Scegliemmo il momento – quando in casa
non c’era nessuno.
La lavammo e lavammo il vestito.
Asciugò presto –
quell’aprile fu insolitamente caldo.
Le chiudemmo gli occhi, se ne aprì uno.
Si spalancassero sotto terra, prenderebbe paura.
Lo appiccicammo con lo scotch.
La seppellimmo in una buca poco profonda. Piangemmo un pochino. Mangiammo
qualche caramella.
Dalla camera di mia nonna portammo
fiori finti, due rose, una margherita, un gladiolo.
Li disponemmo a forma di croce e poi in salotto
ce ne andammo a giocare.
E ad aspettare.
Presi com’erano dalle uova e dai dolci di pasqua,
i grandi non notarono il cambiamento.
O almeno, questi erano i piani –
nessuno doveva notare.
La mattina dopo mi svegliai prima di tutti
i complici
e subito corsi in giardino.
I fiori non c’erano,
la terra
smossa da poco,
e sul filo per stendere era appeso il vestito.
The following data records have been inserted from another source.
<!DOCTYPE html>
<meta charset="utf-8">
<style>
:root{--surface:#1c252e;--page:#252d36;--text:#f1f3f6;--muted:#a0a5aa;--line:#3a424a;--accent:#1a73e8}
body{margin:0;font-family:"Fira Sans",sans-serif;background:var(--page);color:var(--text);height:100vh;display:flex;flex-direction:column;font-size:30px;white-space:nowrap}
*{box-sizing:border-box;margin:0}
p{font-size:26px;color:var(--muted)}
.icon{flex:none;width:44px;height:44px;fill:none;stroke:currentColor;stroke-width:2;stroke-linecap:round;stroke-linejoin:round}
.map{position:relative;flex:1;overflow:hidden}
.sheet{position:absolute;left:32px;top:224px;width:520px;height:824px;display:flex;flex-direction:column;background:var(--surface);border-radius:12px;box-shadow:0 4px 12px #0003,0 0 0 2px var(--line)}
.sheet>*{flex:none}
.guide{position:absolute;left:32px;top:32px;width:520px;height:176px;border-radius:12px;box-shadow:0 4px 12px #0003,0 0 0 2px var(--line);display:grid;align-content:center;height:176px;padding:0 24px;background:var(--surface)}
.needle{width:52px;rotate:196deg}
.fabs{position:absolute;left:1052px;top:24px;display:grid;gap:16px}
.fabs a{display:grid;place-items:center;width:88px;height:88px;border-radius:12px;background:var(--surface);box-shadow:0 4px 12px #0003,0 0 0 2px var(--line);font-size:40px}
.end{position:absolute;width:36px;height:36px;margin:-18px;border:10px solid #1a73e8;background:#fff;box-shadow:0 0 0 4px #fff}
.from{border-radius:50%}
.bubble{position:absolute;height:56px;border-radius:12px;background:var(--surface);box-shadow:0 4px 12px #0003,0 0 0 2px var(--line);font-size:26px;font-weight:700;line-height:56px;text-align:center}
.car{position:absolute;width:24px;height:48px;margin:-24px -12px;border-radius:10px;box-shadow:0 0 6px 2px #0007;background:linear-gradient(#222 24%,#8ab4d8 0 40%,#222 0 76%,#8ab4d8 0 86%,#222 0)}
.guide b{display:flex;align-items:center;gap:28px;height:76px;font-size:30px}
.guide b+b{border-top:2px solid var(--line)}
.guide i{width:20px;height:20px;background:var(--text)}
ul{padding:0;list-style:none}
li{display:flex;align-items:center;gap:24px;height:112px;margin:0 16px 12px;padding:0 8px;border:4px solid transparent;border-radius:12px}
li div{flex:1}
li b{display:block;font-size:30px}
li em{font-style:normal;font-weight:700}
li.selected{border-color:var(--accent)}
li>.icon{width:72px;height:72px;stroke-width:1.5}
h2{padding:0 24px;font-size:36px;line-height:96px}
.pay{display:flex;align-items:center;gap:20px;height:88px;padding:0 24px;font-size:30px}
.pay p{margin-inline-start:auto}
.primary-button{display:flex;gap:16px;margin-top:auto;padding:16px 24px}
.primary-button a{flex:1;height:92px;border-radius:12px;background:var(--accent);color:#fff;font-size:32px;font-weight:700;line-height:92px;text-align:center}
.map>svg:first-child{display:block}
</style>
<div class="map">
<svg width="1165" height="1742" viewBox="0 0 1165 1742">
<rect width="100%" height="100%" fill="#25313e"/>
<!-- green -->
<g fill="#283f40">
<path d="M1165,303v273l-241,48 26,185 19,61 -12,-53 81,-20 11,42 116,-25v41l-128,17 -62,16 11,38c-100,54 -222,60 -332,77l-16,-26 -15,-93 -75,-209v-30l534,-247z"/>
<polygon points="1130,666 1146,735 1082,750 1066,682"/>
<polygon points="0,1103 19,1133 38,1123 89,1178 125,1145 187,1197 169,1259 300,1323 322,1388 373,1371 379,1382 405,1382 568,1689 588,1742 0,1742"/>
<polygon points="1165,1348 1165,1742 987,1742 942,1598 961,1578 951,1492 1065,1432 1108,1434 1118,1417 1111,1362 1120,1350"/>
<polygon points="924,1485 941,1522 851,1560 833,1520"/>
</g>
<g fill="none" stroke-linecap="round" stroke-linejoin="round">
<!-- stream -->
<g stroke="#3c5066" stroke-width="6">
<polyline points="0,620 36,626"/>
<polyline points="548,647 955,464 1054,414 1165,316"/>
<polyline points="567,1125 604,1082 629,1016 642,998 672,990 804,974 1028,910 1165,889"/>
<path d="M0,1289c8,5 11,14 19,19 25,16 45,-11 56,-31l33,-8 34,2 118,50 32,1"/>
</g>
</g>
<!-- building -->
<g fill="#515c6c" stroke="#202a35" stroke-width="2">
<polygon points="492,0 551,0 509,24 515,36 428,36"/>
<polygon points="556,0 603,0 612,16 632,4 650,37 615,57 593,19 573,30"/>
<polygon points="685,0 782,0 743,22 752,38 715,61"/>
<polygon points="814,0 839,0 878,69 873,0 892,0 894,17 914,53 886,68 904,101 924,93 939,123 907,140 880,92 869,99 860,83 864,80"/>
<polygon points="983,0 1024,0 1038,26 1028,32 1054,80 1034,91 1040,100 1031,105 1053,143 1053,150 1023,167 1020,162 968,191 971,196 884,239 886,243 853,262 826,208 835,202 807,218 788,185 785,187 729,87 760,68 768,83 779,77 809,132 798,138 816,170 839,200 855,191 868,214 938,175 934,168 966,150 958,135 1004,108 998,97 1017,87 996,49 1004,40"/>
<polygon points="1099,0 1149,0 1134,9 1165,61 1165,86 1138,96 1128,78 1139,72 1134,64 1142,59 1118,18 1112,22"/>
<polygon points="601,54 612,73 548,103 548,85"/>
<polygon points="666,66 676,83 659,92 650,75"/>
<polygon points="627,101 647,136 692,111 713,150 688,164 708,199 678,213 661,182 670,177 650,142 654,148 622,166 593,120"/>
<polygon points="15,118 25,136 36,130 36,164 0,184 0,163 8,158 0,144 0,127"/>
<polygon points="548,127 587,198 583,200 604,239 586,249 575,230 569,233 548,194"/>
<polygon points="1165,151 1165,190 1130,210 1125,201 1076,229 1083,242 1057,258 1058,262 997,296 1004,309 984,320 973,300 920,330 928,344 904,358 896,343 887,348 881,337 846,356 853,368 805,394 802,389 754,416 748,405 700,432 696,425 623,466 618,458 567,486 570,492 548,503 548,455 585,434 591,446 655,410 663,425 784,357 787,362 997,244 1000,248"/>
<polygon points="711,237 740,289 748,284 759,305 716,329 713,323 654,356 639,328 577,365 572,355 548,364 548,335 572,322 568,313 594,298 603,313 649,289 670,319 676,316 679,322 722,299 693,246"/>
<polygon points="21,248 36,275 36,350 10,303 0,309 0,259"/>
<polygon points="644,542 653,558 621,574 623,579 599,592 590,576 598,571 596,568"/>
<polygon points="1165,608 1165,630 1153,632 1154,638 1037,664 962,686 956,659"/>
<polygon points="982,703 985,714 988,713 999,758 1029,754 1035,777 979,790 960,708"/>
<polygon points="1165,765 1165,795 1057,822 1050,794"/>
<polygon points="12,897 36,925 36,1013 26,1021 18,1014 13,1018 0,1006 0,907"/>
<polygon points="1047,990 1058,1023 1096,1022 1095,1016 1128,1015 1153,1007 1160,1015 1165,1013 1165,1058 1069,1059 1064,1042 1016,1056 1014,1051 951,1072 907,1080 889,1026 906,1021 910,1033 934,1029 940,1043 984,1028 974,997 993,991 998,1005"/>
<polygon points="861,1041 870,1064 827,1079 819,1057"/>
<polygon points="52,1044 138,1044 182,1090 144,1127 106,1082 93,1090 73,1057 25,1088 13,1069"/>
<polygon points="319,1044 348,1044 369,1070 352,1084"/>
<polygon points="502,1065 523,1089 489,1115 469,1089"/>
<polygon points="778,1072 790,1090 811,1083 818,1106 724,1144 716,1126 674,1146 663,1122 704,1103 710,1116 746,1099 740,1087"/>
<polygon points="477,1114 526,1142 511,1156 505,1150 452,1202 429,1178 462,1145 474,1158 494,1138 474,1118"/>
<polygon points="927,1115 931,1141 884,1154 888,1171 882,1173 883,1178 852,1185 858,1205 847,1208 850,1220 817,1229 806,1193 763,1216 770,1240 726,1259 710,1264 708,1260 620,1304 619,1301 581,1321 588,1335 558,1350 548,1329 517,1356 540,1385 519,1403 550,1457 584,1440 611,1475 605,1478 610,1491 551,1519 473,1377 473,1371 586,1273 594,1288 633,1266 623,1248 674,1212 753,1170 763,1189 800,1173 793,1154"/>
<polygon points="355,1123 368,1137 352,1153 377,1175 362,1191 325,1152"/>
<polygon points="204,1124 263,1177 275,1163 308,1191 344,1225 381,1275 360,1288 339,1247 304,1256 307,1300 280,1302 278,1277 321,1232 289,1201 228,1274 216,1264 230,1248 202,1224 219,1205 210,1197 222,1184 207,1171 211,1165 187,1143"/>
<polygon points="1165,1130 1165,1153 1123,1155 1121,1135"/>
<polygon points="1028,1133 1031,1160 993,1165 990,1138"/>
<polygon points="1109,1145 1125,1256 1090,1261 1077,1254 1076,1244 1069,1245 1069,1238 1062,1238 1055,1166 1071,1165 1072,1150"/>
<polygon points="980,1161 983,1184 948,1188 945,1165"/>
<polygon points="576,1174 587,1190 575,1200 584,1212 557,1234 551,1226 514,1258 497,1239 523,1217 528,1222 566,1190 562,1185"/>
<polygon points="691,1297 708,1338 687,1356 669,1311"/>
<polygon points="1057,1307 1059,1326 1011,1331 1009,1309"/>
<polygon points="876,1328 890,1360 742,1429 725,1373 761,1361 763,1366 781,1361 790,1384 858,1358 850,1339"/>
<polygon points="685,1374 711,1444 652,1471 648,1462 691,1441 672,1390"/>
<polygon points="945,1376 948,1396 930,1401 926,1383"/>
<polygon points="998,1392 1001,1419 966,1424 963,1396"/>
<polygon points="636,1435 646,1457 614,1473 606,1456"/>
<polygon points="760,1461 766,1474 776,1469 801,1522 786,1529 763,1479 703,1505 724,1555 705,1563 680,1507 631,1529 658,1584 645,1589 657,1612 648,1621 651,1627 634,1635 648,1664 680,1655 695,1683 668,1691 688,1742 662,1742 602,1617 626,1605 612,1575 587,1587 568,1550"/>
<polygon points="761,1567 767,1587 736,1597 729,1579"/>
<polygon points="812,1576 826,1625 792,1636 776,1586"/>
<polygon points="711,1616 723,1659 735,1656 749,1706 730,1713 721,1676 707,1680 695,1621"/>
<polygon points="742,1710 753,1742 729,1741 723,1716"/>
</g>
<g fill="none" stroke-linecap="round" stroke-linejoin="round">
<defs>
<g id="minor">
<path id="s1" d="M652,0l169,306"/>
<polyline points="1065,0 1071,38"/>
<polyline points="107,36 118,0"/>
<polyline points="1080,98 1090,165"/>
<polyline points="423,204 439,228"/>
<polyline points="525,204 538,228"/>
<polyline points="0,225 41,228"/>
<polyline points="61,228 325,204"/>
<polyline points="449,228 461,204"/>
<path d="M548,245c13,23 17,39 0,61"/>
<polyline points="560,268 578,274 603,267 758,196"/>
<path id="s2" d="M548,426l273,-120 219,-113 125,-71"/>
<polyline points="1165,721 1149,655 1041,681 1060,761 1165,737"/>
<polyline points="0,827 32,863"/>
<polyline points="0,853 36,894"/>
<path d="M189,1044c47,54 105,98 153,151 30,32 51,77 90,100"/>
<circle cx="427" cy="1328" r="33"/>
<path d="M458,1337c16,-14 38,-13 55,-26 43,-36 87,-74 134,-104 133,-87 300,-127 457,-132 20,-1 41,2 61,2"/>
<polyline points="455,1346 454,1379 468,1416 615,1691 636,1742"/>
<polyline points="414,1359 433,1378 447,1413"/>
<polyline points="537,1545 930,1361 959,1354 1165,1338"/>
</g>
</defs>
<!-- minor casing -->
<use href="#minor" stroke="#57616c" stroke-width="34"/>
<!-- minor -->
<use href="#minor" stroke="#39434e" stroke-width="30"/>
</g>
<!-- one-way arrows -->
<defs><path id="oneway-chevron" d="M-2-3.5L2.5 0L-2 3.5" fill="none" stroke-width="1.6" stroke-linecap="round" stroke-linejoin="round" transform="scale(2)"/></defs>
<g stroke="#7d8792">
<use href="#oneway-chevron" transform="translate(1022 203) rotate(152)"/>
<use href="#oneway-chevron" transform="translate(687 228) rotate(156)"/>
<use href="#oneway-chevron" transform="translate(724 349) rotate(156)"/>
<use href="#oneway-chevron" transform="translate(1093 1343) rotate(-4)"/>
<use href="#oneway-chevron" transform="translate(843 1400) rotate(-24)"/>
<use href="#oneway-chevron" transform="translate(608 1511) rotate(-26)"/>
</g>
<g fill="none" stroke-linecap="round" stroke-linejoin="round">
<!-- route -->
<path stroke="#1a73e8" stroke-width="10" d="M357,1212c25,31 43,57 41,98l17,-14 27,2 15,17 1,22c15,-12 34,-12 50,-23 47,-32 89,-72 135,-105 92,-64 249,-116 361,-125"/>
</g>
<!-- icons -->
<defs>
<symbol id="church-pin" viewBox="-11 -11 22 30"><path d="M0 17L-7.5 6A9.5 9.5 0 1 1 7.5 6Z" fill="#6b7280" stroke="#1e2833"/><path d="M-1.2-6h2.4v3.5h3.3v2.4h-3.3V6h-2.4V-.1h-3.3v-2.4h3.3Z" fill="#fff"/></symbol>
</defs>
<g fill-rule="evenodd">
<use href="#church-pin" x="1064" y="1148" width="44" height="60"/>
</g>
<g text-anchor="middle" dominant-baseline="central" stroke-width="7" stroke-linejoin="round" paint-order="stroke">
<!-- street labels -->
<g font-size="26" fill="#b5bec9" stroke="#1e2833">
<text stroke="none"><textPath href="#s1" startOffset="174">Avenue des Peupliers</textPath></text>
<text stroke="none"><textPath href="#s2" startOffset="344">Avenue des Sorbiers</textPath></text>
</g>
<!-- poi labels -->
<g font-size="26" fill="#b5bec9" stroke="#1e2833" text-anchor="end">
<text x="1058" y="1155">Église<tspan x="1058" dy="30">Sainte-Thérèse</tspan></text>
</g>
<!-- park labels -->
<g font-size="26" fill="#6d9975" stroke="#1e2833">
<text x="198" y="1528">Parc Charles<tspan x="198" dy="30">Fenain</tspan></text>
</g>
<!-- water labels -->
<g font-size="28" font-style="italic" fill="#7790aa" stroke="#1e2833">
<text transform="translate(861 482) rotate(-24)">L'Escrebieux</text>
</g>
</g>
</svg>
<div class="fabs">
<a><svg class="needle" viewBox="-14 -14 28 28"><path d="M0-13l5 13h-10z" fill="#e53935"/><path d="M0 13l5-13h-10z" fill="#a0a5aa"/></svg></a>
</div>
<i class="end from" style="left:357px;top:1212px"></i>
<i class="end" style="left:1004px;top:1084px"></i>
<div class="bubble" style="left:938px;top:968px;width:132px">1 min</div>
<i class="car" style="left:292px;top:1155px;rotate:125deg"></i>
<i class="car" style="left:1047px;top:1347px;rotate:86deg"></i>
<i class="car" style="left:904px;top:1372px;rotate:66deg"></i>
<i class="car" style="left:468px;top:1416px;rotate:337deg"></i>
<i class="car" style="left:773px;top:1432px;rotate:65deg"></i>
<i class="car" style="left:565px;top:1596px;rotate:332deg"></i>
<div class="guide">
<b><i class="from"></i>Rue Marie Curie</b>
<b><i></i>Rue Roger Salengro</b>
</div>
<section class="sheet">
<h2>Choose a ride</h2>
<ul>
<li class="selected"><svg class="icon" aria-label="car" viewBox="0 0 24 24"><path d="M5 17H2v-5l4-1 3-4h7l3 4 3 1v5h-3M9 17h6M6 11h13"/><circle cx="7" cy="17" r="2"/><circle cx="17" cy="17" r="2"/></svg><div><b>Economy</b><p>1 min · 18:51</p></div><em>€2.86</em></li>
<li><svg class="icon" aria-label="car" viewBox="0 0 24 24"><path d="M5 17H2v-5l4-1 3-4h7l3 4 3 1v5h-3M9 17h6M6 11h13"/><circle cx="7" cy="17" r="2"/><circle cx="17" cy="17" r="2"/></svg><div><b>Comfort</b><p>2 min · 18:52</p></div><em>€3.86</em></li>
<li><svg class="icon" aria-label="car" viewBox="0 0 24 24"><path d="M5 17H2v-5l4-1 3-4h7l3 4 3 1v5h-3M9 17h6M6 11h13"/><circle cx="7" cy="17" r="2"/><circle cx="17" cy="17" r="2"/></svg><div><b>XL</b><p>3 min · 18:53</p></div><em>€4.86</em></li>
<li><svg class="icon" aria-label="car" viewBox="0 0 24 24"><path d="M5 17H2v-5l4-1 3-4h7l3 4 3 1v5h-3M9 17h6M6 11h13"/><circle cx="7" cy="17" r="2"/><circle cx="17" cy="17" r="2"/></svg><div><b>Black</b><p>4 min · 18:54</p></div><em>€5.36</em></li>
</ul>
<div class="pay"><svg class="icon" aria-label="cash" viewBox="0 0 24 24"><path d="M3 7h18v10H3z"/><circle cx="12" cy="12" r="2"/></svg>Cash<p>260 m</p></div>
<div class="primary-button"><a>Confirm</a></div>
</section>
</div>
Della bambola russa Svetlana. Pulito,
steso al sole. La bambola la scoprii poco più tardi
nella camera di mia nonna, sulla sedia accanto alla finestra,
ancora nuda.
Qualcuno aveva rimosso lo scotch, ma l’occhio,
che prima non voleva chiudersi,
ora non si apriva più.
Più tardi la nonna barbugliò che aveva voluto
fare il bagno e lavare Svetlana perché:
Be’,…
perché a forza di giocarci l’avete insudiciata tutta!
Altro non disse.
Neppure io dissi altro.
Da allora
con quella bambola non gioco,
ma la tengo sott’occhio e di tanto in tanto
sollevo la palpebra di plastica,
quella che non vuole aprirsi.
Mi piego
e mi metto a guardare da vicino, guardo dentro,
fin quando lo scheletro dell’iris
comincia a muoversi e allunga le braccia, la sclera
scurisce,
e nel fondo di quel cielo autunnale grigio-azzurro
divampano leoni, albeggiano tigri.
Nadežda Radulova (Pazardžik, Bulgaria 1975) è autrice di otto libri di poesia, traduttrice letteraria dall’inglese, redattrice. Tra i suoi titoli principali sono da segnalare: Albi (2000), Kogato zaspjat (2015), Malkijat svjat, golemijat svjat (2020). Nel 2023 ha pubblicato il suo primo romanzo: Tuk živee Joži.